Requirement: This exercise calls for copying every line below that holds the word "roads".

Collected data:
*** Begin section ***
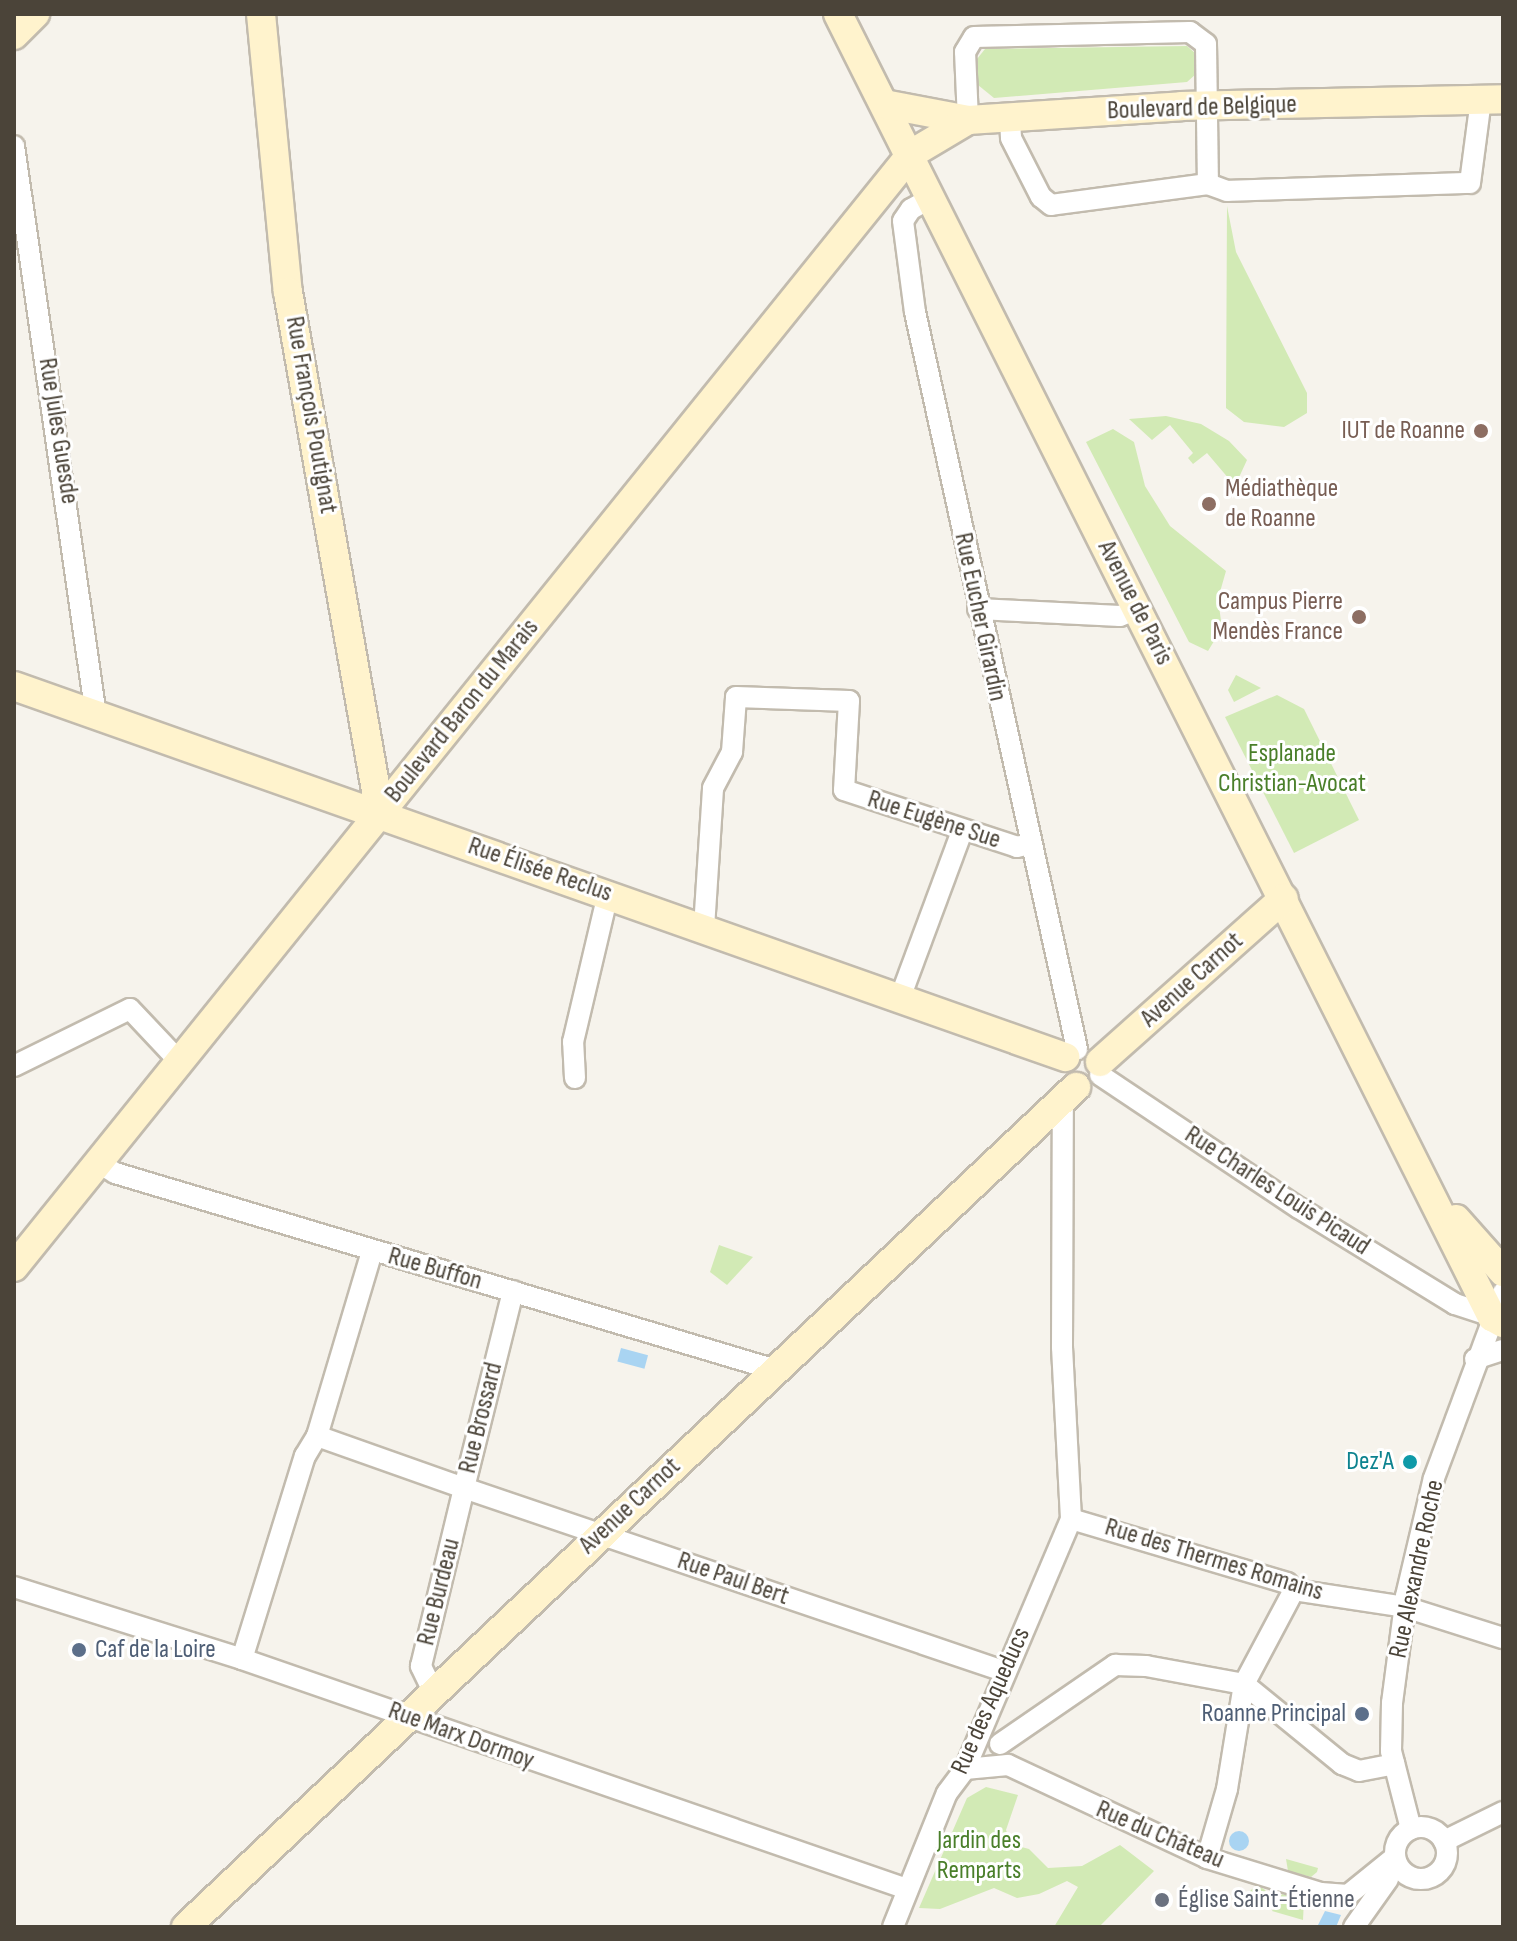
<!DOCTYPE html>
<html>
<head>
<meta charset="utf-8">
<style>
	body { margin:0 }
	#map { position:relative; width:1517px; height:1941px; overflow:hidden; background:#f6f3ec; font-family:"Sofia Sans Condensed",sans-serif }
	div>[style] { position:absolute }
	.green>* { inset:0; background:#d2eab5 }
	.round { border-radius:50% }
	.water>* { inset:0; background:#a9d4f2; transform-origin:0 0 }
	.roads { filter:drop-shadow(2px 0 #c2bbae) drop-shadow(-2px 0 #c2bbae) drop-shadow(0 2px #c2bbae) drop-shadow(0 -2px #c2bbae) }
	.street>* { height:20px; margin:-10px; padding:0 10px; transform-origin:10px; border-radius:10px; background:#fff }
	.street>.ring { margin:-10px; padding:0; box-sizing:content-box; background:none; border:20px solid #fff; border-radius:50% }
	.secondary>* { height:28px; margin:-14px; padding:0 14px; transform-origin:14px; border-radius:14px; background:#fff3cd }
	.dots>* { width:22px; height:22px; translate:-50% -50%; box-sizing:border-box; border:4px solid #fff; border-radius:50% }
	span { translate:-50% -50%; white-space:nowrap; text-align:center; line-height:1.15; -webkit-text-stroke:6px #fff; paint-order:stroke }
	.street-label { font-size:26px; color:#4b4439 }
	.education-label { font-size:26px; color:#785e54 }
	.right { translate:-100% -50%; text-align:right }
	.left { translate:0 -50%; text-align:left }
	.park-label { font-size:26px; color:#4a7f2a }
	.culture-label { font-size:26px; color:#0d838f }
	.service-label { font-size:26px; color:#4e5e75 }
	.worship-label { font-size:26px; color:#5b616d }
	.frame { position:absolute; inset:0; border:16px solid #4b4439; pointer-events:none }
</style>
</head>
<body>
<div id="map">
	<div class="green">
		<div style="clip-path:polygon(1187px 46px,1195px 53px,1196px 74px,1187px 82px,994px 98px,978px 85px,977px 59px,985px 49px)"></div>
		<div style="clip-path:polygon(1227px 206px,1236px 252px,1307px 393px,1307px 413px,1284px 427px,1244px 422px,1226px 408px)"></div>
		<div style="clip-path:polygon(1166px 416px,1201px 424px,1229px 441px,1247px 460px,1235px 486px,1207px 453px,1193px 464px,1188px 458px,1193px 453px,1170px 425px,1152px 440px,1129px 419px)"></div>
		<div style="clip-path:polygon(1113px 429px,1134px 442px,1145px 486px,1170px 526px,1226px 571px,1218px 599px,1222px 628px,1208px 651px,1189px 642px,1086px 442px)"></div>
		<div style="clip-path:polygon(1236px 675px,1261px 688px,1234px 702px,1228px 690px)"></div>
		<div style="clip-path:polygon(1277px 695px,1304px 709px,1359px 820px,1294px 853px,1225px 717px)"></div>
		<div style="clip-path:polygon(719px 1245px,753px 1257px,727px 1285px,710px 1272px)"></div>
		<div style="clip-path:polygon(986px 1787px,1018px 1795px,1006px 1830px,1011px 1844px,1029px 1849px,1048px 1868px,1082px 1866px,1120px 1845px,1154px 1871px,1099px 1927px,1054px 1927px,1078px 1887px,1067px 1881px,1039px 1894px,1017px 1898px,994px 1888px,940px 1909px,919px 1908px,967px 1798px)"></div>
		<div style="clip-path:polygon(1286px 1859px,1318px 1868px,1317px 1872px,1311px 1877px,1288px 1871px)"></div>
		<div class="round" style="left:1248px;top:1887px;width:20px;height:20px"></div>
		<div style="clip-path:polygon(1282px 1894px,1304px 1900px,1303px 1920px,1272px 1911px)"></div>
	</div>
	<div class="water">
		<div style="left:621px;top:1348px;width:28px;height:14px;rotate:15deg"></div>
		<div class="round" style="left:1229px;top:1831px;width:20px;height:20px"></div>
		<div style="clip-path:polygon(1325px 1911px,1341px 1915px,1336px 1927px,1317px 1927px)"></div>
	</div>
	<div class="roads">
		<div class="street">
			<div style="left:968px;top:120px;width:68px;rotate:-92.5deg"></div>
			<div style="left:965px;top:52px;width:17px;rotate:-59deg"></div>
			<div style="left:974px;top:37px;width:216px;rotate:-1.3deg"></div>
			<div style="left:1190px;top:32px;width:20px;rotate:37deg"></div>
			<div style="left:1206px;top:44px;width:140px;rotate:89.2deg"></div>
			<div style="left:1208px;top:184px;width:158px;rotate:172.4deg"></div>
			<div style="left:1051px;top:205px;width:13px;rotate:-141deg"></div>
			<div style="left:1041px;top:197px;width:66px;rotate:-117deg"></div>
			<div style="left:1011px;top:138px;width:21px;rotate:-93deg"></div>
			<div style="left:14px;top:146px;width:576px;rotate:81.81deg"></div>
			<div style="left:1208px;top:184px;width:20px;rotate:20deg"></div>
			<div style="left:1227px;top:191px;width:243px;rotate:-1.9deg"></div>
			<div style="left:1470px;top:183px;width:84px;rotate:-82.5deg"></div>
			<div style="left:931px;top:198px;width:23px;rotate:151deg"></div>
			<div style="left:911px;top:209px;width:14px;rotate:124deg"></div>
			<div style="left:903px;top:221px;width:92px;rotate:82.5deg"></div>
			<div style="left:915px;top:312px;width:755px;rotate:77.6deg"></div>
			<div style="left:978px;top:609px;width:142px;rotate:2.8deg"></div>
			<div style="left:1120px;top:616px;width:18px;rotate:-22deg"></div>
			<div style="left:704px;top:928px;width:140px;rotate:-86.3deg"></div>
			<div style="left:713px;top:788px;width:41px;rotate:-62.2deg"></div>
			<div style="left:732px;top:752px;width:55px;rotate:-85.8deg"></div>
			<div style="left:736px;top:697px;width:113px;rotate:2deg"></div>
			<div style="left:849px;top:701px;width:89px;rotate:93.2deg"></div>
			<div style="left:844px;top:790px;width:182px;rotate:18.2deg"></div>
			<div style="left:1017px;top:847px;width:13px;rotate:-13deg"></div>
			<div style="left:900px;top:998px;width:178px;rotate:-69.6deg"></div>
			<div style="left:14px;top:1066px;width:129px;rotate:-26.2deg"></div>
			<div style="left:130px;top:1009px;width:73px;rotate:46.7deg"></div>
			<div style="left:1100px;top:1075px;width:239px;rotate:33.8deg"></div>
			<div style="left:1299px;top:1208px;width:183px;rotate:31.6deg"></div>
			<div style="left:1455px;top:1304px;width:45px;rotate:18deg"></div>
			<div style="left:575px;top:1078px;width:36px;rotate:-93deg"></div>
			<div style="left:573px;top:1042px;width:152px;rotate:-76.7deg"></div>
			<div style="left:97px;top:1162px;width:21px;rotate:31deg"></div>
			<div style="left:115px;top:1173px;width:690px;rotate:16.6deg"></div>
			<div style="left:1475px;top:1359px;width:29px;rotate:-18deg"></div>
			<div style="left:317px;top:1436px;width:156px;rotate:19.5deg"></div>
			<div style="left:464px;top:1488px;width:203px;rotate:-76deg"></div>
			<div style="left:1071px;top:1519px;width:225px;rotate:16.5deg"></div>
			<div style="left:1287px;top:1583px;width:10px;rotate:45deg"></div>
			<div style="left:1294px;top:1590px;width:112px;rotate:8.7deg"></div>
			<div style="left:1405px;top:1607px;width:103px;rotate:17.6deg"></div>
			<div style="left:14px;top:1587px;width:239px;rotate:17.5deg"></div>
			<div style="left:242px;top:1659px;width:704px;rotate:19.08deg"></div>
			<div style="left:242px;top:1659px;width:213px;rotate:-72.8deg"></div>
			<div style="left:305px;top:1456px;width:23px;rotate:-59deg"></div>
			<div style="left:317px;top:1436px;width:193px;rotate:-73.4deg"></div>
			<div style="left:434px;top:1693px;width:30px;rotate:-116deg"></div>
			<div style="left:421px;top:1666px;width:183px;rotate:-76.4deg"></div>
			<div style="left:464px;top:1488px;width:569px;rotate:18.75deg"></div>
			<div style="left:1000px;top:1744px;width:140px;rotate:-34.5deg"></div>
			<div style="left:1115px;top:1665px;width:31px;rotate:2deg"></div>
			<div style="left:1146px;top:1666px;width:100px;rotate:10.4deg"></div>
			<div style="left:1244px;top:1684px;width:127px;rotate:39.2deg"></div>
			<div style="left:1342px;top:1764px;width:18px;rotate:22deg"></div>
			<div style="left:1359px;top:1771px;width:36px;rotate:-11deg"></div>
			<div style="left:965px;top:1769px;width:43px;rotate:-5.3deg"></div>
			<div style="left:1008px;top:1765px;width:220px;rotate:25deg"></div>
			<div style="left:1207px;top:1858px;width:119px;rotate:17.1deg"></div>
			<div style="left:1321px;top:1893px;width:27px;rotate:4deg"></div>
			<div style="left:1348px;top:1895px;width:60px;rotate:-39deg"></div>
			<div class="ring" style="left:1395px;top:1827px;width:32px;height:32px"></div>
			<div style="left:1411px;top:1829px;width:81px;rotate:-104.4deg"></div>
			<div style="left:1391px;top:1751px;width:48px;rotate:-88.8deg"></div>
			<div style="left:1392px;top:1703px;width:108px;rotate:-82.5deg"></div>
			<div style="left:1406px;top:1596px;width:121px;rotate:-76.7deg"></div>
			<div style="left:1434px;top:1478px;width:198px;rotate:-69.6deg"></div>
			<div style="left:1444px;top:1841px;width:66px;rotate:-26.2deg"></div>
			<div style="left:1207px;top:1858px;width:72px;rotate:-73.8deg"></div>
			<div style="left:1227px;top:1789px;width:106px;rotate:-80.8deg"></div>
			<div style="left:1244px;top:1684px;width:106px;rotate:-62deg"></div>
			<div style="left:893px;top:1927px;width:144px;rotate:-68.1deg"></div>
			<div style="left:947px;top:1793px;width:30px;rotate:-53deg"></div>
			<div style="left:965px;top:1769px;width:272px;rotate:-67deg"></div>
			<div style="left:1071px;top:1519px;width:172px;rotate:-93deg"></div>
			<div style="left:1062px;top:1347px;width:247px;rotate:-89.8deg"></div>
			<div style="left:1354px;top:1927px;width:59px;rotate:-54.7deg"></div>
		</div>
		<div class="secondary">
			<div style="left:261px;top:14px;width:279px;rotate:84.5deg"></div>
			<div style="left:288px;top:292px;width:529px;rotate:79.99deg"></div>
			<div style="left:838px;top:14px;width:1458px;rotate:63.35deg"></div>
			<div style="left:1492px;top:1317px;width:13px;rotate:29deg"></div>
			<div style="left:14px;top:35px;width:30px;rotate:-45deg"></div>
			<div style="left:884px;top:104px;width:86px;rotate:10.8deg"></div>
			<div style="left:14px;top:686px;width:1115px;rotate:19.44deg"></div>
			<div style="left:1100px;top:1062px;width:246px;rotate:-41.7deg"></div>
			<div style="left:1456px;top:1219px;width:71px;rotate:48.4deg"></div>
			<div style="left:14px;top:1267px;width:1429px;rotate:-51.13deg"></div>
			<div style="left:911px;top:154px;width:66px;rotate:-30.8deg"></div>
			<div style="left:968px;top:120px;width:214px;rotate:-3.7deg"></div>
			<div style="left:1182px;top:106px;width:321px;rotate:-1.2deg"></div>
			<div style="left:186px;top:1927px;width:1224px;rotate:-43.34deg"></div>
		</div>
	</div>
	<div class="dots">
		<div style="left:1481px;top:431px;background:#8d6e63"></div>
		<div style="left:1209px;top:504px;background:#8d6e63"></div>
		<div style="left:1359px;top:617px;background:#8d6e63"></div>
		<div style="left:1410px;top:1462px;background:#0f9aa8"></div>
		<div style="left:79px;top:1650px;background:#5c6f8a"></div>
		<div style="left:1362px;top:1714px;background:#5c6f8a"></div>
		<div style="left:1162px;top:1900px;background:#6b7280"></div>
	</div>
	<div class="street-label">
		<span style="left:1202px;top:108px;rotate:-2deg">Boulevard de Belgique</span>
		<span style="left:311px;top:415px;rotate:80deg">Rue François Poutignat</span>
		<span style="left:58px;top:431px;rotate:81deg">Rue Jules Guesde</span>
		<span style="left:1135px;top:603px;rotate:63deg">Avenue de Paris</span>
		<span style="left:980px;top:617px;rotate:78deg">Rue Eucher Girardin</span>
		<span style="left:462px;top:711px;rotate:-51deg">Boulevard Baron du Marais</span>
		<span style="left:934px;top:820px;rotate:18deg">Rue Eugène Sue</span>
		<span style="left:540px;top:870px;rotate:19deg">Rue Élisée Reclus</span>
		<span style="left:1192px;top:980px;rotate:-42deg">Avenue Carnot</span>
		<span style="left:1277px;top:1191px;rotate:33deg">Rue Charles Louis Picaud</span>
		<span style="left:435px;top:1269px;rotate:16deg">Rue Buffon</span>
		<span style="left:481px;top:1418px;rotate:-76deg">Rue Brossard</span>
		<span style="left:630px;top:1506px;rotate:-43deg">Avenue Carnot</span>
		<span style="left:1214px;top:1560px;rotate:17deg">Rue des Thermes Romains</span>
		<span style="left:1417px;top:1569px;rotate:-78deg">Rue Alexandre Roche</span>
		<span style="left:733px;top:1579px;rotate:19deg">Rue Paul Bert</span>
		<span style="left:439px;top:1592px;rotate:-76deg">Rue Burdeau</span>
		<span style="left:991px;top:1701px;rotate:-66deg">Rue des Aqueducs</span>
		<span style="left:461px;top:1736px;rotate:20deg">Rue Marx Dormoy</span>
		<span style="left:1160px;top:1835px;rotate:23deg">Rue du Château</span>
	</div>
	<div class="education-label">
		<span class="right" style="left:1465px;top:431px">IUT de Roanne</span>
		<span class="left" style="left:1225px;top:504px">Médiathèque<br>de Roanne</span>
		<span class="right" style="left:1343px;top:617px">Campus Pierre<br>Mendès France</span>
	</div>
	<div class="park-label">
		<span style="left:1292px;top:769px">Esplanade<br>Christian-Avocat</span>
		<span style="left:979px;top:1856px">Jardin des<br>Remparts</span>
	</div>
	<div class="culture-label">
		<span class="right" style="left:1394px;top:1462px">Dez'A</span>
	</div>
	<div class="service-label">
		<span class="left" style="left:95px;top:1650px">Caf de la Loire</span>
		<span class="right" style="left:1346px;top:1714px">Roanne Principal</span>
	</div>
	<div class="worship-label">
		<span class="left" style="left:1178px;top:1900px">Église Saint-Étienne</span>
	</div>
	<div class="frame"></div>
</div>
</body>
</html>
*** End section ***
Answer to this problem:
	.roads { filter:drop-shadow(2px 0 #c2bbae) drop-shadow(-2px 0 #c2bbae) drop-shadow(0 2px #c2bbae) drop-shadow(0 -2px #c2bbae) }
	<div class="roads">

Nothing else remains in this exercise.